FOREST SERVICE: Says a reclamation and closure plan for the mine will be completed before a final environmental impact statement is published. The plan will reclaim the land as mining occurs, limit disturbance to a minimum number of washes, minimize downstream disturbances and prepare a comprehensive drainage plan.

Also, the service will require Rosemont Copper to post a reclamation bond that would provide enough money to allow the service to complete reclamation and other post-mine-closure operations needed to return the site to an acceptable condition. Since the various components of a final decision on the environmental statement aren't yet known, it is premature for the service to calculate bond amounts.
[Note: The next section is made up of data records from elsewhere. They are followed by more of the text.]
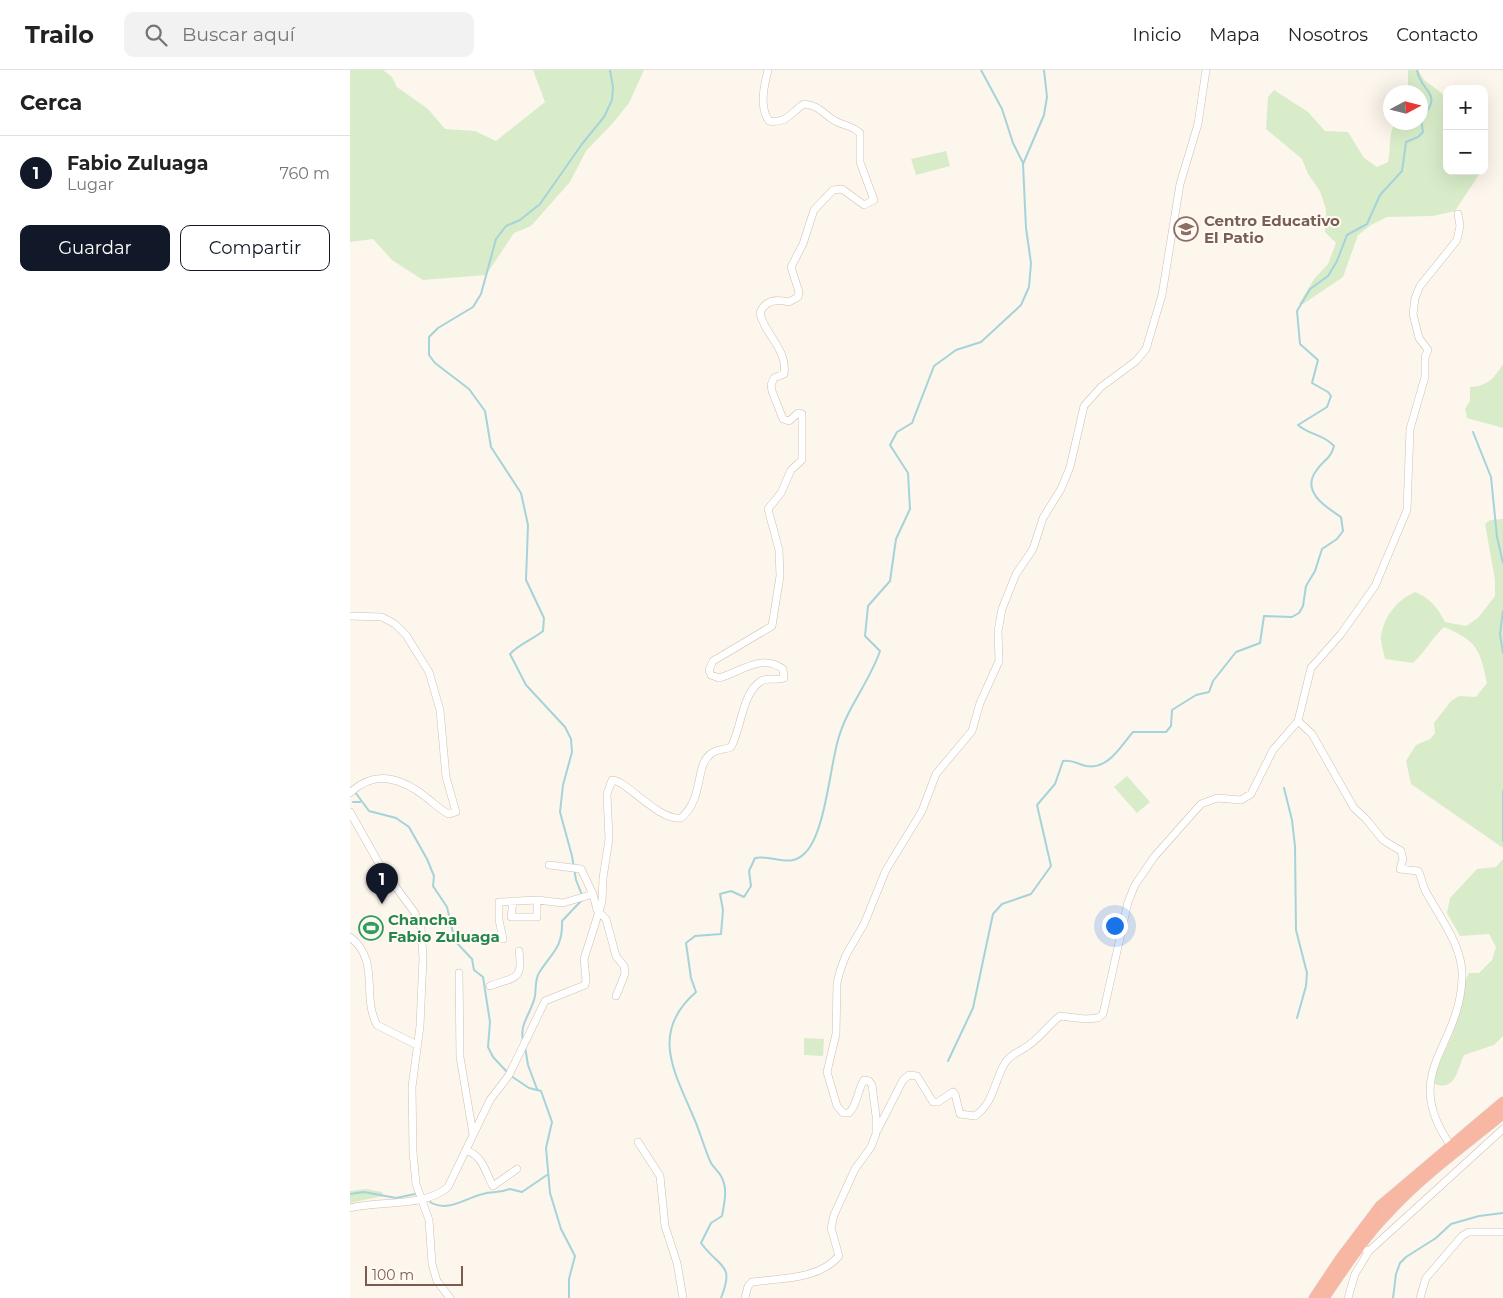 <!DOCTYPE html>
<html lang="es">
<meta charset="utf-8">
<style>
body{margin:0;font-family:Montserrat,sans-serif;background:#f2f2f2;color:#222}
.controls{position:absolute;right:15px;top:15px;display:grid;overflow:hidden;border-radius:10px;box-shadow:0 5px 20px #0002}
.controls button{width:45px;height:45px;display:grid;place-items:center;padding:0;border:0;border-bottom:1px solid #e0e0e0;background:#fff;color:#222;font:25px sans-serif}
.compass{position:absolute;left:1033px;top:15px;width:45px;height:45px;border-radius:50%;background:#fff;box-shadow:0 5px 20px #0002;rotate:83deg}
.scale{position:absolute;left:15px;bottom:12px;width:98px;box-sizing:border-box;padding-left:5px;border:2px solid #7a5c4d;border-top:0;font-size:14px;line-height:18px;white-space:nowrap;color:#7a5c4d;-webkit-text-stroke:4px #fffaf3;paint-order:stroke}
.you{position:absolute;left:764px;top:855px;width:18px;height:18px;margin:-12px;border:4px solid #fff;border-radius:50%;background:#1a73e8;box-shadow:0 0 0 8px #1a73e833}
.badge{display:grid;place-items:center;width:32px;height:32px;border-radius:50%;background:#111827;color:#fff;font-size:16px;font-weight:700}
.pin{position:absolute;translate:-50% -41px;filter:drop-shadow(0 1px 2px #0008)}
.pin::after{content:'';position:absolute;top:26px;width:18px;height:15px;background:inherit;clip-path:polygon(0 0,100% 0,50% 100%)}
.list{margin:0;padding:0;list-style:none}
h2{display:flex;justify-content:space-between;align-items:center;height:65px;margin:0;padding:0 20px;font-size:21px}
h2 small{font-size:16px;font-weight:400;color:#767676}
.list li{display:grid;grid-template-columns:32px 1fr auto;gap:15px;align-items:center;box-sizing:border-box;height:75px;padding:0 20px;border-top:1px solid #e0e0e0}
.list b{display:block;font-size:19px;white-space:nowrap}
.list p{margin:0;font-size:16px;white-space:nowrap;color:#767676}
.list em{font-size:16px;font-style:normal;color:#767676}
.actions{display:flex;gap:10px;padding:15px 20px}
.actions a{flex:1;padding:11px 0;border:1px solid #111827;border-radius:10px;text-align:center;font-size:18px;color:#111827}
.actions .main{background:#111827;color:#fff}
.icon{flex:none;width:28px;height:28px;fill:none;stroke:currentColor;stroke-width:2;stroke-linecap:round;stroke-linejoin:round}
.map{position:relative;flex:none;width:1153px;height:1228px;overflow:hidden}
header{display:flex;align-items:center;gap:30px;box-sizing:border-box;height:70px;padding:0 25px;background:#fff;border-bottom:1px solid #e0e0e0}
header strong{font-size:24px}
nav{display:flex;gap:28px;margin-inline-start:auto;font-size:18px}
.search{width:350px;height:45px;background:#f2f2f2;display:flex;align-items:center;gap:12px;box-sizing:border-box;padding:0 18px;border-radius:10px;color:#767676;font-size:19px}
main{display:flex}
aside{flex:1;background:#fff}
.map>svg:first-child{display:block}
.green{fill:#d8ecc9}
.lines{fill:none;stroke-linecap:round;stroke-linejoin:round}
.stream{stroke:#a5d3da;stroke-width:2}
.minor-casing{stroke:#d1beb0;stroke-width:8}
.highway-casing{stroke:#dad1cd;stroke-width:11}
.minor{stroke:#fff;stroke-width:7}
.highway{stroke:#f7b7a3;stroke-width:10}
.labels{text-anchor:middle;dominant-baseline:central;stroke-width:4;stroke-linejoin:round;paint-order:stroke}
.education-label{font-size:15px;font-weight:bold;fill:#785e54;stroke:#fffaf3;text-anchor:start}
.leisure-label{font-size:15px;font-weight:bold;fill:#27864d;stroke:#fffaf3;text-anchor:start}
</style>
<header>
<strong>Trailo</strong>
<div class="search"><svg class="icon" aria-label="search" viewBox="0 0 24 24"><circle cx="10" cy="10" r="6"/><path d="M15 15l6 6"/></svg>Buscar aquí</div>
<nav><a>Inicio</a><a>Mapa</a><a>Nosotros</a><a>Contacto</a></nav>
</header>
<main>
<aside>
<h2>Cerca<small></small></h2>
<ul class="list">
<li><span class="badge">1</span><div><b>Fabio Zuluaga</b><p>Lugar</p></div><em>760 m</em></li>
</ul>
<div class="actions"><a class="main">Guardar</a><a>Compartir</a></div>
</aside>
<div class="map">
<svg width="1153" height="1228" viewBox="0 0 1153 1228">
<rect width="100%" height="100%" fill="#fdf6ec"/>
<path class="green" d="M0,0h33l9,7 5,10 31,22 17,20 30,2 21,10 49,-39 -12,-32h111l-15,33 -17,21 -26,27 -16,31 -39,44 -17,7 -28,42 -63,5 -31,-20 -19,-21 -23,3z
M1058,0h10l6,10 23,17v74h33v2l-25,38 -22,5 -46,1 -16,8 -13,10 -15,42 -40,27h-4l15,-25 14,-15 8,-21 -11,-11 1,-23 -6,-18 -12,-17 -6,-15 -36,-30 2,-32 6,-7 34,22 17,19 23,1 16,26 13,9 11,-5c3,-15 0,-26 7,-39l25,-1v-30h-12z
M596,81l4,15 -34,9 -5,-16z
M1153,294v64l-36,-10 -2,-9 5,-8v-14c18,-1 24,-9 33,-23z
M1153,449v329l-92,-64 -5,-23 10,-16 14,-6 5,-6 -1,-10 17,-22 8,-5 17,1 11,-14c-7,-34 -10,-42 -43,-56 -12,11 -19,25 -31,36l-28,-4c-1,-7 -5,-17 -4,-24 4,-20 16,-35 34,-43 15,6 23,16 30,30l21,4 12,-8 17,-22v-16l-10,-56 5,-4z
M777,706l23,26 -13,11 -23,-26z
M1153,789v177l-9,9 -30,10c-6,12 -8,39 -31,28v-6l20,-44 13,-54 3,-6h10l13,-13 4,-13 -7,-13 -29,2 -13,-23 3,-15 27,-29 19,-2z
M24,846l9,13 -16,11 -9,-13z
M454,968l20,1 -1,17 -19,-1z
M16,1119l16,3 1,4 -33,7v-12z"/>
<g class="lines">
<path class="stream" d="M631,0l21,39 11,34 10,20
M1123,362l18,45 6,60 6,26
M1153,541l-3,23 3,19
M934,718l8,32 3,26 1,84 11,43 -1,13 -9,32
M1153,721v50
M5,722l14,19 27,7 13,9 18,32 7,17 -1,10 14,21 8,34 17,18 2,11 9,7 7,45 -2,25 5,10 15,16
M3,732h7
M232,825l-6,-15 -4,-24 -12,-44 3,-27 9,-33 -1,-13 -6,-12 -39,-42 -16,-31c9,-10 22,-14 33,-23l1,-13 -18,-38 2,-55 -7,-32 -30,-46 -6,-36 -16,-22 -34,-26 -6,-8v-18l9,-9 35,-21 8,-13 15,-55 10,-13 14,-6 20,-16 42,-60 22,-27 8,-17 1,-13 -3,-17
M173,970c-4,-16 9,-28 12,-44 1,-7 0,-17 4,-23 13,-21 24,-25 23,-52l20,-21
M175,977l3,18 9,24
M598,991l25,-53 20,-94 9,-10 29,-10 20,-28 -14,-61 18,-21 8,-23c9,-2 14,3 23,5 22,4 34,-19 47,-34h33l5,-6 1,-16 24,-15 13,-3 4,-11 23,-29 24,-9 4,-27 28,1 7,-4 4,-7 3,-20 9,-15 7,-22 15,-10 6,-8 -2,-14c-15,-10 -40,-25 -25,-46 7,-11 15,-12 18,-25 -11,-12 -25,-11 -36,-21l29,-18 4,-11 -3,-4 -16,-9 6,-23 -18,-16 -3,-33 13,-22 18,-13 9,-15 10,-26 20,-11 13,-29 22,-24 4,-29 12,-5 5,-5 -2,-13c24,-27 0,-25 -4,-49
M161,1006l18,12 12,3 11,31 -6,26 4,45 11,36 14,27 -6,23v19
M0,1124l14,-2 32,6 19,-4
M80,1132c18,11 35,-4 53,-8 10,-3 14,0 27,-5l12,3 25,-17
M371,1228c14,-35 -1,-29 -20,-55l10,-20 11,-7c2,-12 6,-26 0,-38 -2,-5 -8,-10 -11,-15 -7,-15 -11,-32 -18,-47 -19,-45 -43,-84 3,-124l-5,-14 -5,-35 9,-7 26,-2 2,-24 -3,-16 11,-3 13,6 7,-11 -2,-15 6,-13c17,-4 35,11 50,-5 20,-19 25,-86 33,-113 9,-33 31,-57 42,-89l-15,-15 3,-30 22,-25 6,-42 14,-30 -2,-36 -18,-28 7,-13 15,-9 22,-57 22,-16 25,-8 40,-37 8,-18 2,-24 -5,-35 -3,-64 21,-49 3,-18 -3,-27
M1043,1228l3,-24 4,-11 6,-6 30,-19 15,-14 28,-8 24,-3"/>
<g class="minor-casing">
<path id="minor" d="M0,546l32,1 13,7 11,11 23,37 11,38 6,67 10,35 -7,2c-9,-4 -14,-10 -22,-16 -25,-20 -52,-29 -77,-5
M948,651l14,13 42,74 12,11 17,21 18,11 2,8 -3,10 18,2c4,6 4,14 8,21 13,24 38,56 36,86 -2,71 -63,94 -11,168
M0,742l31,55 34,46 6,15 2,30 -3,68 -8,61 1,65 3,32 13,36 3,44 5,17 13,17
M199,795l32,4 12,25 4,16 9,9 10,37 8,10 1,8 -9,22
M163,831l-2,16h26v-17
M0,867c31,24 11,58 27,88l40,20
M153,869l-4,-19v-18l38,-2 26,3 30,-9
M109,903l1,84 13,77
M140,916c22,-9 34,-4 29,-35
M527,1061l26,-51 6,-5 8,1 16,26h5l15,-10 2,2 5,20 15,2c19,-13 19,-35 30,-53 4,-7 11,-10 18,-14 15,-8 24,-23 37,-33l25,3 13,-1 5,-4 25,-112 7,-17 19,-28 47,-53 16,-6 24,2 10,-6 22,-44 25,-29 13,-53 30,-34 34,-48 32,-76 3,-81 15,-52v-20l3,-7 -9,-12 -6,-24 2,-16 5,-12 37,-46 3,-14 -2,-12
M288,1072l22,34 5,50 12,37 6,35
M116,1080c18,7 19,22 27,36l24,-17
M0,1138c29,-8 74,0 98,-21l42,-87 19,-25 36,-74 40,-16 1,-6 -2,-20 18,-57 1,-24 6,-39 -2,-45 5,-14c13,-1 46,41 69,38 24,-20 13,-54 31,-65 5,-4 13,-3 19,-6 10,-17 11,-54 30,-66 8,-4 15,0 23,-3l-1,-9c-22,-16 -42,3 -64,9l-8,-3 -2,-5 4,-9 59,-35 8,-50 -1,-26 -11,-41 13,-16 10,-23 11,-10v-46l-4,-1 -9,8 -6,-2 -11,-28 -1,-6 3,-7 10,-4c4,-25 -20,-40 -24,-61 5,-13 17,-14 29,-11l9,-5 1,-5 -8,-25 12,-23 11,-34 19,-20 9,-1 22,16 10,-5 -14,-38v-29c-9,-8 -16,-7 -25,-12 -12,-7 -16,-16 -31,-17 -13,8 -17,20 -35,17 -10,-14 -5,-35 -1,-51
M1019,1181l134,-122
M395,1228l3,-12 4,-4c30,-4 66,-2 87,-26l-8,-28 3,-13 21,-46 16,-22 5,-13v-18l-4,-31 -3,-4 -5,-1c-7,11 -6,24 -15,33h-6l-6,-7 -10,-34 9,-38 1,-51 3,-12 6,-16 18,-31 22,-54 36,-59 14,-37 36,-43 8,-28 19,-42 -1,-30 4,-22 14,-35 17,-25 10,-31 18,-29 9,-22 14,-61 17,-19 35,-26 10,-12 16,-54 18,-111 18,-60 8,-54
M998,1228l7,-24 14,-23 -3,-1
M1070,1228l6,-20 36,-42 7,-4h34"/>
</g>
<g class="highway-casing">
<path id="highway" d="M964,1228l26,-39 40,-53 123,-104
M974,1228c20,-29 40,-61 65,-86 34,-37 75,-66 114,-98"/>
</g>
<use href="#minor" class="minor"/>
<use href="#highway" class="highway"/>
</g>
<defs>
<g id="school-ring" transform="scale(1.25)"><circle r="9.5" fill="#fffaf3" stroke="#8d6e63" stroke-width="1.5"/><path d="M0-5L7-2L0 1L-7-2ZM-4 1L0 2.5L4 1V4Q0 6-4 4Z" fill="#8d6e63"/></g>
<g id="stadium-ring" transform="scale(1.25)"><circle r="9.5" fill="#fffaf3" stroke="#2e9e5b" stroke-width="1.5"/><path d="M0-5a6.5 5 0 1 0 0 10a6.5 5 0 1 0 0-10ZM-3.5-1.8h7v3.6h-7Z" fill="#2e9e5b"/></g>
</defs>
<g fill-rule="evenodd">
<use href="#school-ring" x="836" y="159"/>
<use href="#stadium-ring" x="21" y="858"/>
</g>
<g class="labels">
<g class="education-label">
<text x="854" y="150">Centro Educativo<tspan x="854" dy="17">El Patio</tspan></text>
</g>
<g class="leisure-label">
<text x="38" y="849">Chancha<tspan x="38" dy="17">Fabio Zuluaga</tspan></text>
</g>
</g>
</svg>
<div class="controls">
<button>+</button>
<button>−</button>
</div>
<svg class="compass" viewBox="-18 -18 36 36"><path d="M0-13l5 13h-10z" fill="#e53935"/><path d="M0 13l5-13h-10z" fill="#767676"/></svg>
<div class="scale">100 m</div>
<div class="you"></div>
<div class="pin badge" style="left:32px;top:834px">1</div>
</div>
</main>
Rosemont must also post financial assurances for its federal Clean Water Act and state aquifer protection permits.

EPA: Calls reclamation and closure a critical component of a draft environmental statement, and recommends that the service discuss this plan in a revised or supplemental draft environmental statement rather than a final impact statement.

That's because improper and poorly executed reclamation and closure activities have "led to severe and irretrievable environmental impacts at other mine sites, including those in the state of Arizona."

The EPA also says the draft environmental report contains no information about post-closure activities that may be needed, or their projected costs.

And it says the state aquifer protection permit for Rosemont may provide another way to raise bond money, although the numbers can be high: $120 million for the Freeport McMoRan Copper and Gold Morenci mine and about $50 million for Freeport's Baghdad mine, also in Arizona.

A revised or supplemental environmental report should summarize all post-closure activities that may be needed and how much they cost.

ROSEMONT: Has said its reclamation plan will be one of the most far-reaching ever, by starting while mining occurs rather than waiting until closure. The company has University of Arizona specialists studying the effectiveness of planting various grasses and other plans for future reclamation work.